No. Rescheduling is not necessary to make marijuana products available for research. A committee of the California Medical Association recently called for the rescheduling of marijuana “so it can be tested and regulated.” However, it is not necessary for marijuana to be rescheduled for legitimate research to proceed. Schedule I status does not prevent a product from being tested and researched for potential medical use. Schedule I research certainly does go forward. In a recent pharmaceutical company-sponsored human clinical study investigating a product derived from marijuana extracts, the DEA registered approximately 30 research sites in the U.S. and also registered an importer to bring the product into the U.S. from the U.K., where it was manufactured. 3 And a quick search of the National Institutes of Health’s news reveals more than $14 million of current research on marijuana and medicine is moving forward. Research is happening.
What about obtaining marijuana for research?
Researchers wishing to conduct studies with herbal/whole plant marijuana may obtain it from the National Institutes of Health (or import formulated extracts).

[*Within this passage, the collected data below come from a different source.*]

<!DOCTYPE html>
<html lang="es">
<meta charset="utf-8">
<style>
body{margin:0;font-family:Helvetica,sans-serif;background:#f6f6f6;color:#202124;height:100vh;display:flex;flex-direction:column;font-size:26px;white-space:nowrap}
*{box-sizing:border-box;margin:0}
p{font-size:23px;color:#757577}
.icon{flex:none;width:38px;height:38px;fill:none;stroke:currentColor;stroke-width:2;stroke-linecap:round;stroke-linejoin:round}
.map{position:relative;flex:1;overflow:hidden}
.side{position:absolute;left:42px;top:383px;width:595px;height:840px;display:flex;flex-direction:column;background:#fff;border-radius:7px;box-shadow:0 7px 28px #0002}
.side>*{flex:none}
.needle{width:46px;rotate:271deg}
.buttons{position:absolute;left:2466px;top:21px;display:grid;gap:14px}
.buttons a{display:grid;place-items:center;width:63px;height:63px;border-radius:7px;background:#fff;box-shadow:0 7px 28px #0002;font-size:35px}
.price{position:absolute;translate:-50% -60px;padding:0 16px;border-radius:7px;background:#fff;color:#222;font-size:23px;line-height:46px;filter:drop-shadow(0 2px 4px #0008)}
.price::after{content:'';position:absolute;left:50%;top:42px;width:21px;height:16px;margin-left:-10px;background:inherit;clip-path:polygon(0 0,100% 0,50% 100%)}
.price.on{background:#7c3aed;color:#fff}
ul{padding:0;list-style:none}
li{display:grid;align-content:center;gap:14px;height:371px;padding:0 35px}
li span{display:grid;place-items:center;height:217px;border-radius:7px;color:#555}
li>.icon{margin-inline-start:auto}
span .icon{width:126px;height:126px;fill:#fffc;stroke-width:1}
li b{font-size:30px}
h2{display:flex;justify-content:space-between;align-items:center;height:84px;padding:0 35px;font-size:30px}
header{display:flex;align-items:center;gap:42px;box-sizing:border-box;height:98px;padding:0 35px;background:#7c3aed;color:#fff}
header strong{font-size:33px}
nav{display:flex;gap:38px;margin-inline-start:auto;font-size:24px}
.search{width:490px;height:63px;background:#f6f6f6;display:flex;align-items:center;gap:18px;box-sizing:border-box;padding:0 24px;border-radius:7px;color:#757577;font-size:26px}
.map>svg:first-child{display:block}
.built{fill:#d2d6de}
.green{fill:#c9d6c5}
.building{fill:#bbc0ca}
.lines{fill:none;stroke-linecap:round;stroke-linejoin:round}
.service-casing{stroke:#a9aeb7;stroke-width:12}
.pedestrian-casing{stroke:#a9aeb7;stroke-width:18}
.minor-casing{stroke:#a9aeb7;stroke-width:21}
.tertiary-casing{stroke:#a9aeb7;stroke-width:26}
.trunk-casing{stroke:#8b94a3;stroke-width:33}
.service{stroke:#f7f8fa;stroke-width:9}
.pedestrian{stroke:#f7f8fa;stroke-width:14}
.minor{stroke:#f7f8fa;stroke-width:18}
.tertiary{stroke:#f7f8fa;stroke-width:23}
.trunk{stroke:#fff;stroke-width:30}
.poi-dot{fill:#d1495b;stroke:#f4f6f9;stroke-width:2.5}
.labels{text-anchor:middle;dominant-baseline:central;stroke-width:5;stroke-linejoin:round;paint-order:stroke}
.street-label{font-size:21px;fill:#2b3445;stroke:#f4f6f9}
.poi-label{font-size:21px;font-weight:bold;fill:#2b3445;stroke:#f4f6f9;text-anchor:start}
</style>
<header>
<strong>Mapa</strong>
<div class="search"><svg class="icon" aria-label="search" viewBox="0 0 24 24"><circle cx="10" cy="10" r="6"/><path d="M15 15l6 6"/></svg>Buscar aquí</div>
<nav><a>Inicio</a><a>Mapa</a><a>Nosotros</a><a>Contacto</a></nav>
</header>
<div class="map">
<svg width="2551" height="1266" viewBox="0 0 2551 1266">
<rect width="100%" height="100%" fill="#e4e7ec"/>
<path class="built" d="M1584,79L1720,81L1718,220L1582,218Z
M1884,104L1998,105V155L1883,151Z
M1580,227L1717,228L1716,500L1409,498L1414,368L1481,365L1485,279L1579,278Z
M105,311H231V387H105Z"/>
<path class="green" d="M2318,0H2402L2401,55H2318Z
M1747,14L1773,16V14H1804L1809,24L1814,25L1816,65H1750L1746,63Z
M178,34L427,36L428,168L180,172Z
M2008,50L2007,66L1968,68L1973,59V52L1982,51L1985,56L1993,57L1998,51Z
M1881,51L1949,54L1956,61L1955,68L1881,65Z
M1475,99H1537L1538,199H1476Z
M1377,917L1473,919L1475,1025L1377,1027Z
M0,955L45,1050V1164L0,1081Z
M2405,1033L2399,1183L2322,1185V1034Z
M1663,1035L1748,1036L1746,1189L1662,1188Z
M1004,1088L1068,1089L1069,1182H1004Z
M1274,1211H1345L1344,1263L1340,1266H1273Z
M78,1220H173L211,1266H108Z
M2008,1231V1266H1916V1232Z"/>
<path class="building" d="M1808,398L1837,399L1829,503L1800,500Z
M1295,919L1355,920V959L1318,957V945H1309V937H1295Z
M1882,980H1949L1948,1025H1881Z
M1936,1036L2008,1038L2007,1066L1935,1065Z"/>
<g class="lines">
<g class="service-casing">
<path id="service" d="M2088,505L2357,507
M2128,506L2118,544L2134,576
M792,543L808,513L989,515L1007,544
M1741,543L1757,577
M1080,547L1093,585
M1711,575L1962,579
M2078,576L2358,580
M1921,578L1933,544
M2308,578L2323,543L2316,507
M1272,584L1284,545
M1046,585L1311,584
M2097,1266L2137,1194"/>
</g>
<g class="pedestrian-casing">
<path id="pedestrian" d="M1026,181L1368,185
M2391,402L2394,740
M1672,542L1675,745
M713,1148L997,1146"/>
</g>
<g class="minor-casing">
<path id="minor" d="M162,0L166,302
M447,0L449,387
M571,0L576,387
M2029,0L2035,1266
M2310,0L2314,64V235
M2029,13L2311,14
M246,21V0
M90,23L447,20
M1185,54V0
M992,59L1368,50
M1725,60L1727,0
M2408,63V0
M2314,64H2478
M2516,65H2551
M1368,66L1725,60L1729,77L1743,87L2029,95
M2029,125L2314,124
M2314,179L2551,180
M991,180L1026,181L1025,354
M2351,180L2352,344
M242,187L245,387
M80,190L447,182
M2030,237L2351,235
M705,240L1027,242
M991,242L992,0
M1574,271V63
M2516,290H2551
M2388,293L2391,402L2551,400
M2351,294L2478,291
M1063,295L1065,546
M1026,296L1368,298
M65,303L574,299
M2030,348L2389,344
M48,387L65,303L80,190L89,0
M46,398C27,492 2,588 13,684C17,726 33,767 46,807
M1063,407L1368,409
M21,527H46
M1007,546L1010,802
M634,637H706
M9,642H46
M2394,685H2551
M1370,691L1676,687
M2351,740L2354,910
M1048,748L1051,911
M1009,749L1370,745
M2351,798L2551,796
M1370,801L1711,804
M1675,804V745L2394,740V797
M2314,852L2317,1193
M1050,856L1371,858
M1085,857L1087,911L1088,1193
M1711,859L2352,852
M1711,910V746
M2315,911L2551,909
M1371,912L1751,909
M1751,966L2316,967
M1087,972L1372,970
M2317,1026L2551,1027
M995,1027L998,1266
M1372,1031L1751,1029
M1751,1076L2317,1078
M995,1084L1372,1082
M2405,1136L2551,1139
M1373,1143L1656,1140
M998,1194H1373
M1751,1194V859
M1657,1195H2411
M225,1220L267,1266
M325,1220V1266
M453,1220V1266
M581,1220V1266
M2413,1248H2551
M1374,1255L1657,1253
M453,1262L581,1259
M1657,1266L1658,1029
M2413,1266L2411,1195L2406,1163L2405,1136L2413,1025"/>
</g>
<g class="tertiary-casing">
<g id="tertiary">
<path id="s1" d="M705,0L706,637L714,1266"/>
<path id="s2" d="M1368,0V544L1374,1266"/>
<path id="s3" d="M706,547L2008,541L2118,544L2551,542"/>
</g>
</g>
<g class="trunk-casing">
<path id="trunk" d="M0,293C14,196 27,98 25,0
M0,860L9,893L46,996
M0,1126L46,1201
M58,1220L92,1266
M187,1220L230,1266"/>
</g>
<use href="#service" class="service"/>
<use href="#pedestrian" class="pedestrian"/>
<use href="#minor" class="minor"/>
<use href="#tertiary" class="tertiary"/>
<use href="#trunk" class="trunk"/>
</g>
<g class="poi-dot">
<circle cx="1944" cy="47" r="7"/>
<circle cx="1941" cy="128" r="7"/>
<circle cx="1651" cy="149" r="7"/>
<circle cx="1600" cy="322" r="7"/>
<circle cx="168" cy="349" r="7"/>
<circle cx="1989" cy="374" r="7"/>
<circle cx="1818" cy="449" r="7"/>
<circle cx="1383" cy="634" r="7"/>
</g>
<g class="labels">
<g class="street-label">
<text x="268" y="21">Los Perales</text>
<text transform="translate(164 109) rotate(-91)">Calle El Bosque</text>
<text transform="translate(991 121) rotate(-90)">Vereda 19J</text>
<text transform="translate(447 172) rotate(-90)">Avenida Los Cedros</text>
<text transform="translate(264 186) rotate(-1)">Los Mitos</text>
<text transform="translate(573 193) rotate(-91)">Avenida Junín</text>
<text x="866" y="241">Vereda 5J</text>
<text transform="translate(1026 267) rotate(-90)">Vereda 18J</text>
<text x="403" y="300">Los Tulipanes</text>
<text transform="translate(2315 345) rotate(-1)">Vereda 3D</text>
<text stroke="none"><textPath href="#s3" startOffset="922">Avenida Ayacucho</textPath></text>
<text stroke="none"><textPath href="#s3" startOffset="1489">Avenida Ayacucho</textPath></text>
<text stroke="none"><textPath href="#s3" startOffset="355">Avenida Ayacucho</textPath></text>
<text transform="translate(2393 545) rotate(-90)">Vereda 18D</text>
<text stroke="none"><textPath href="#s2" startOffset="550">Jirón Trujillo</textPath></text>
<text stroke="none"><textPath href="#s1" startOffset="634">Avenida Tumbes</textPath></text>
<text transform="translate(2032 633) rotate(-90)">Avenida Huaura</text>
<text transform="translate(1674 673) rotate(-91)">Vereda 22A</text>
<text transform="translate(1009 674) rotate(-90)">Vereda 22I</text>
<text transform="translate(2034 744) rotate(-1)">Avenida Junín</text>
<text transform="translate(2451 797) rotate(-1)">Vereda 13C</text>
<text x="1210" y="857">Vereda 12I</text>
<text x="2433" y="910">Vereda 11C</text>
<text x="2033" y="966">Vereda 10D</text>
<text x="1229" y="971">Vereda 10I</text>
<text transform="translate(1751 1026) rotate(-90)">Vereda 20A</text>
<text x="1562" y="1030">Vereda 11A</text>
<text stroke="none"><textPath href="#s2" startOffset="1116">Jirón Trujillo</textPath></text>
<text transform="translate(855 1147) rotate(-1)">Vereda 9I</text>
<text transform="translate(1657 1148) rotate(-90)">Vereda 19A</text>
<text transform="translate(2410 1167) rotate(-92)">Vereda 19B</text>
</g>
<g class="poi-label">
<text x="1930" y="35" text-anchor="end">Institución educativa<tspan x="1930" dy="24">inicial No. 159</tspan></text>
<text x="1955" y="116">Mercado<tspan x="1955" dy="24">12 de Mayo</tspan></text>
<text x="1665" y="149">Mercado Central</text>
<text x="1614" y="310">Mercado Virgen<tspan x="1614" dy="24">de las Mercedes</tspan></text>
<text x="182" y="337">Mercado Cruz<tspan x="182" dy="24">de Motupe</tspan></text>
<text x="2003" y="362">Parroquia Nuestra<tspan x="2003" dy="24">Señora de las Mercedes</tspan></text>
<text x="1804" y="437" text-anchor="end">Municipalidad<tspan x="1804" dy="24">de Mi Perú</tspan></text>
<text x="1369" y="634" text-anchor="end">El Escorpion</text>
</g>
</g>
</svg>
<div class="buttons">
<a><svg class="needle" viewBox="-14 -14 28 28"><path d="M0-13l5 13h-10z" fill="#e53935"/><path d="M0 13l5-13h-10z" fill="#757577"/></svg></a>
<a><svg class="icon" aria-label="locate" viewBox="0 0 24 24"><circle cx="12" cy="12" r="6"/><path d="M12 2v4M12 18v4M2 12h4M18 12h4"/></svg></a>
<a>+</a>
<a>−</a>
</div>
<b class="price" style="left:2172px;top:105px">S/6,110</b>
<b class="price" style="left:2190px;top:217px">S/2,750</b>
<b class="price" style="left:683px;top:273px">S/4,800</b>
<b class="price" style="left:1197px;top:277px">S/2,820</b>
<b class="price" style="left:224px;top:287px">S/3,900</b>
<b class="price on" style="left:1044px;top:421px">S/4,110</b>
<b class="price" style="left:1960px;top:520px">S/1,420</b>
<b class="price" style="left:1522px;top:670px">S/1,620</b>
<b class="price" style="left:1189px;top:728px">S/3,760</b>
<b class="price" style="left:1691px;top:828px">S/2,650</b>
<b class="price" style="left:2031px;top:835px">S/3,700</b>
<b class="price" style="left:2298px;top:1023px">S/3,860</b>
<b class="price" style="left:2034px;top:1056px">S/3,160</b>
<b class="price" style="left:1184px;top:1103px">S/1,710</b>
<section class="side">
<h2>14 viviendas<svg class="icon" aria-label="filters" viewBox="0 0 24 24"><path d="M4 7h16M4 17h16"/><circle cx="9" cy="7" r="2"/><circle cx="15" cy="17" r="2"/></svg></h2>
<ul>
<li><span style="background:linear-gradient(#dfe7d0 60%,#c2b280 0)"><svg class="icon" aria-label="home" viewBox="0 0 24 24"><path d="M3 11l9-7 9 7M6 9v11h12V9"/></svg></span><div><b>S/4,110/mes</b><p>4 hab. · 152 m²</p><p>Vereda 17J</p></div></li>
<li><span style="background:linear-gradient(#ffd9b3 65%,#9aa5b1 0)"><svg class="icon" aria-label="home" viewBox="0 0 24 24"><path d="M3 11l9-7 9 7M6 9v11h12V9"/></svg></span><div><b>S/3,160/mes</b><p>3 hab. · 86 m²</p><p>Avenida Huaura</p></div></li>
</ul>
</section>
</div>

Researchers who obtain grant funding from an institute of the National Institutes of Health (NIH), such as the National Institute on Drug Abuse (NIDA), can obtain marijuana for their study. Researchers who are externally funded must undergo the equivalent of a grant-review process (review of their study design by an expert committee of the Public Health Service) to obtain such marijuana at cost from NIDA. The NIH (via the University of Mississippi’s National Center for Natural Products Research, or NCNPR) has the ability to produce standardized marijuana of varying THC potencies. Its cultivation area of five acres has been adequate to supply all marijuana‐related studies to date. In theory, NCNPR could also produce marijuana extracts, or such products could be imported from outside the U.S. for research, as is currently the case with Sativex®.
What has been the impact on drug use rates in states with medical marijuana?
An in‐depth examination of medical marijuana and its relationship to the explosion in use and users came in 2012 from five epidemiological researchers at Columbia University. Using results from several large national surveys, they concluded, “residents of states with medical marijuana laws had higher odds of marijuana use and marijuana abuse/dependence than residents of states without such laws.”
States with medical marijuana laws also show much higher average marijuana use by adolescents, and lower perceptions of risk from use, than non-medical pot states. This would seem to indicate that relaxed community norms about drug use contribute greatly to an increased prevalence of use and users — a situation resulting from the spread of an attitude that “if pot is medicine and is sanctioned by the state, then it must be safe to use by anyone.”
Medical marijuana should really only be about bringing relief to the sick and dying, and it should be done in a responsible manner that formulates the active components of the drug in a non-smoked form that delivers a defined dose. However, in most states with medical marijuana laws, it has primarily become a license for the state-sanctioned use of a drug by most anyone who desires it. Developing marijuana-based medications through the FDA process is more likely to ensure that seriously ill patients, who are being supervised by their actual treating physicians, have access to safe and reliable products.